In connection with the Offering, the Company paid finder's fees of $5,501.40 and issued 50,000 finder's warrants exercisable to acquire one common share of the Company at a price of $0.09 per share for a period of two years. Closing of the offering is subject to final approval of the TSX Venture Exchange.
The securities issued pursuant to the offering will not be registered under the U.S. Securities Act of 1933, as amended, or any state securities laws, and may not be offered or sold in the United States absent registration or an exemption from the registration requirements. All securities issued pursuant to the offering will be subject to a four-month hold period under Canadian securities laws and the policies of the TSX Venture Exchange, as applicable.
One director of the Company participated in the offering for aggregate proceeds of $9,000 and is considered to be a "related party" of the Company. Each subscription by a "related party" of the Company is considered to be a "related party transaction" for purposes of Multilateral Instrument 61-101 ("MI 61-101"). The Company is relying on the exemptions from the formal valuation requirements contained in section 5.5(a) of MI 61-101 and the minority shareholder approval requirements contained in section 5.7(1)(a) of MI 61-101 as the fair market value of the related parties' participation is not more than 25% of the Company's market capitalization. The Company did not file a material change report in respect of the related party transactions at least 21 days before the closing of the offering, which the Company deems reasonable in the circumstances in order to complete the offering in an expeditious manner.
The Company also announces that it will settle outstanding indebtedness in the aggregate amount of $61,960.02 owed to certain creditors in exchange for the issuance of 1,032,667 common shares of the Company at a deemed price of $0.06 cents per share.
The Company intends to complete the debt settlement to preserve the Company's cash for working capital and improve its financial position by reducing its existing liabilities. The debt settlement is subject to customary closing conditions, including, but not limited to, finalizing all contractual documentation and receipt of all applicable regulatory and stock exchange approvals, as applicable, including compliance with the policies of the TSX Venture Exchange.

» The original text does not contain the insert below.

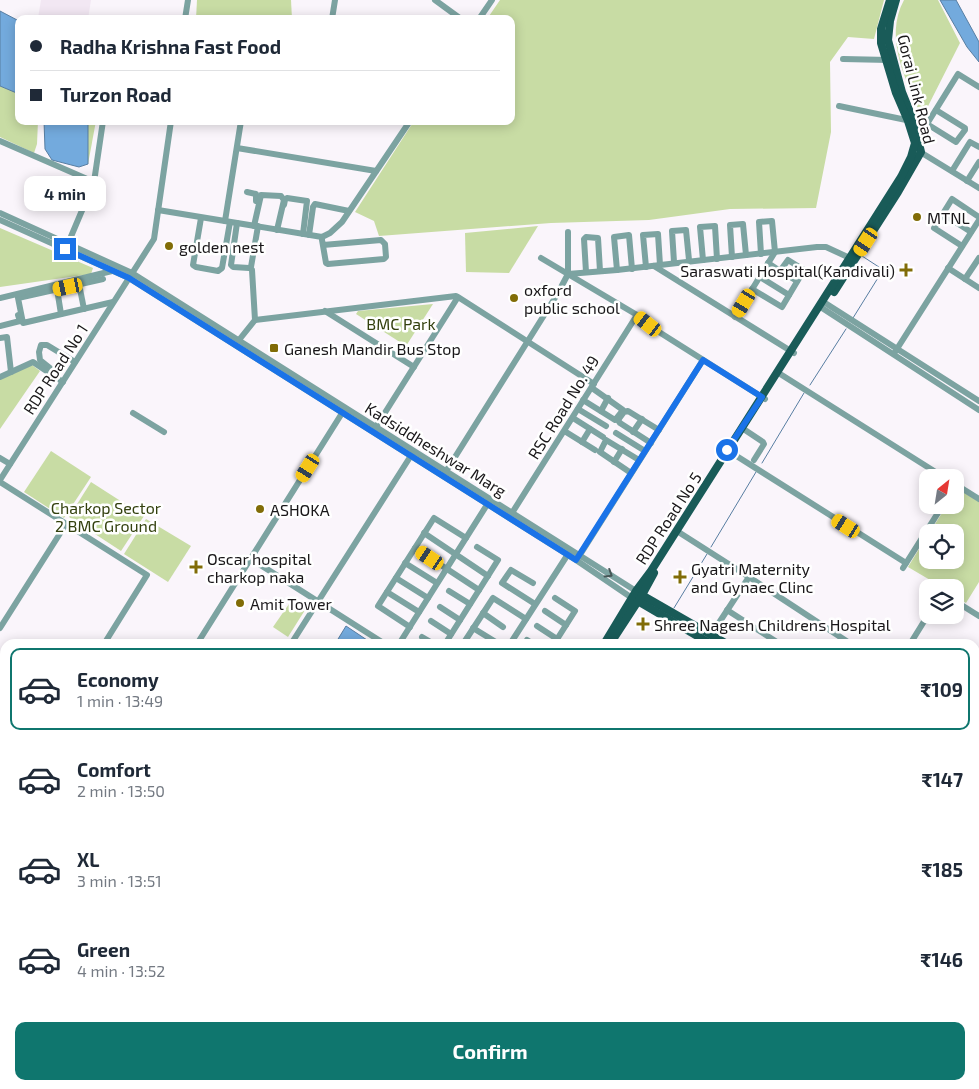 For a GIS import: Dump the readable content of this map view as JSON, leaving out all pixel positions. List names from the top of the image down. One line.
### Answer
{"streets":{"main road":["Gorai Link Road","Kadsiddheshwar Marg","RDP Road No 5"],"street":["RDP Road No 1","RSC Road No. 49"]},"crossings":[["Gorai Link Road","RDP Road No 5"],["RDP Road No 1","Kadsiddheshwar Marg"],["RSC Road No. 49","Kadsiddheshwar Marg"],["Kadsiddheshwar Marg","RDP Road No 5"]],"parks":["BMC Park","Charkop Sector 2 BMC Ground"],"places":{"other":["MTNL","golden nest","oxford public school","ASHOKA","Amit Tower"],"health":["Saraswati Hospital(Kandivali)","Oscar hospital charkop naka","Gyatri Maternity and Gynaec Clinc","Shree Nagesh Childrens Hospital"],"transit":["Ganesh Mandir Bus Stop"]},"north":"top right","page":{"banner":["Radha Krishna Fast Food","Turzon Road"],"bubble":"4 min","list":[{"name":"Economy","note":"1 min · 13:49","value":"₹109"},{"name":"Comfort","note":"2 min · 13:50","value":"₹147"},{"name":"XL","note":"3 min · 13:51","value":"₹185"},{"name":"Green","note":"4 min · 13:52","value":"₹146"}],"buttons":"Confirm"}}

For more information, contact:
John Anderson
President and CEO, Parent Capital Corp.
Phone +1 604 218 7400
Neither TSX Venture Exchange nor its Regulation Services Provider (as that term is defined in policies of the TSX Venture Exchange) accepts responsibility for the adequacy or accuracy of this release.

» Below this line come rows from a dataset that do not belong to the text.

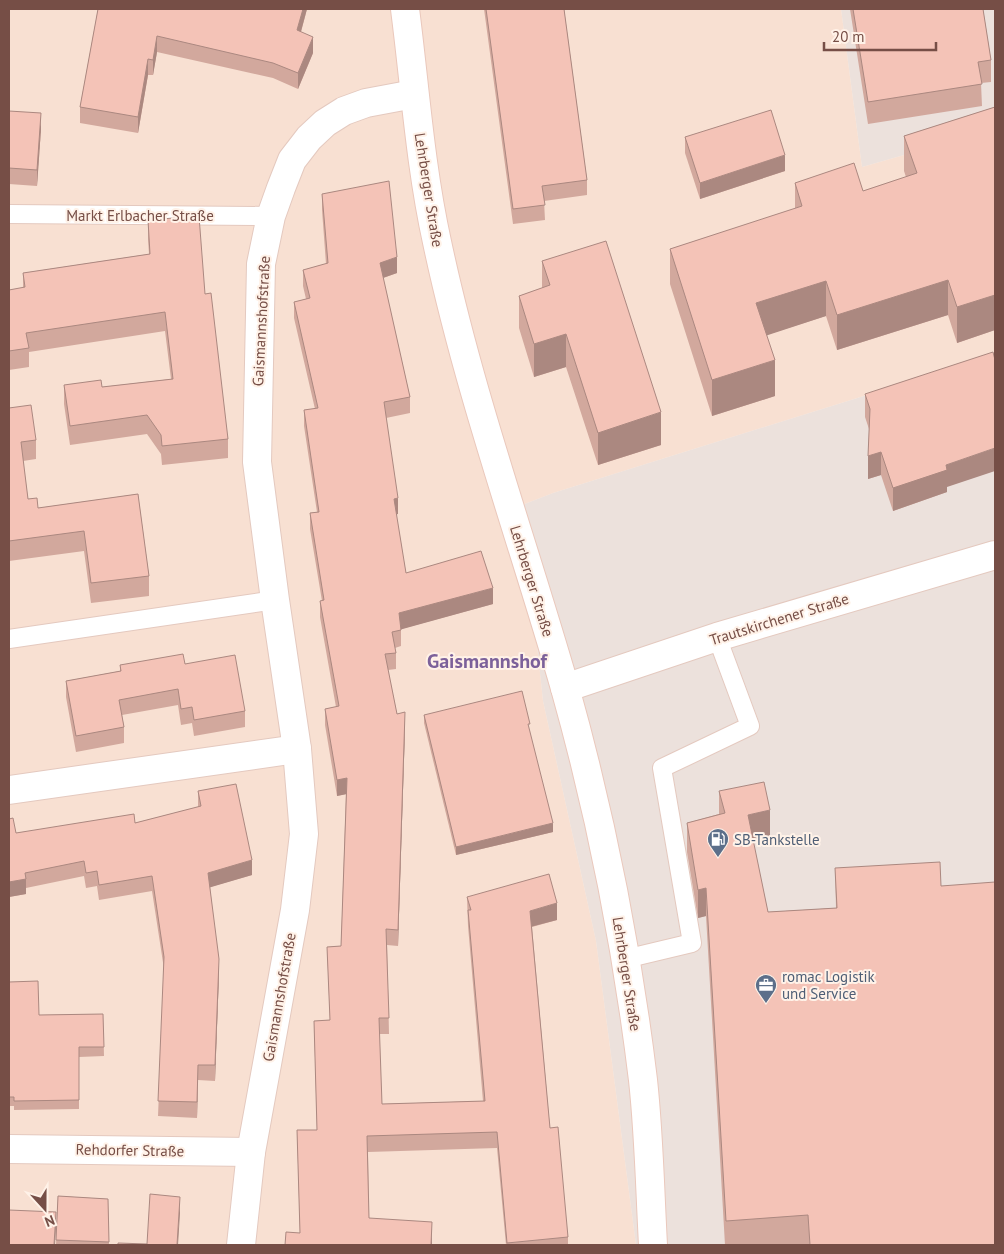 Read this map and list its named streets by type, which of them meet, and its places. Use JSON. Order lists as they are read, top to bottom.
{
  "streets": {
    "street": [
      "Lehrberger Straße",
      "Gaismannshofstraße",
      "Trautskirchener Straße",
      "Rehdorfer Straße"
    ],
    "lane": ["Markt Erlbacher Straße"]
  },
  "crossings": [
    ["Lehrberger Straße", "Gaismannshofstraße"],
    ["Lehrberger Straße", "Trautskirchener Straße"],
    ["Markt Erlbacher Straße", "Gaismannshofstraße"],
    ["Gaismannshofstraße", "Rehdorfer Straße"]
  ],
  "districts": ["Gaismannshof"],
  "places": {
    "fuel station": ["SB-Tankstelle"],
    "office": ["romac Logistik und Service"]
  },
  "scale_bar": "20 m",
  "north": "bottom"
}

Certain information contained herein constitutes "forward-looking information" under Canadian securities legislation. Forward-looking information includes, but is not limited to the intended use of funds and debt settlement. Generally, forward-looking information can be identified by the use of forward-looking terminology such as "will" or variations of such words and phrases or statements that certain actions, events or results "will" occur. Forward-looking statements are based on the opinions and estimates of management as of the date such statements are made and they are from those expressed or implied by such forward-looking statements or forward-looking information subject to known and unknown risks, uncertainties and other factors that may cause the actual results to be materially different, including receipt of all necessary regulatory approvals. Although management of the Company have attempted to identify important factors that could cause actual results to differ materially from those contained in forward-looking statements or forward-looking information, there may be other factors that cause results not to be as anticipated, estimated or intended. There can be no assurance that such statements will prove to be accurate, as actual results and future events could differ materially from those anticipated in such statements. Accordingly, readers should not place undue reliance on forward-looking statements and forward-looking information. The Company will not update any forward-looking statements or forward-looking information that are incorporated by reference herein, except as required by applicable securities laws.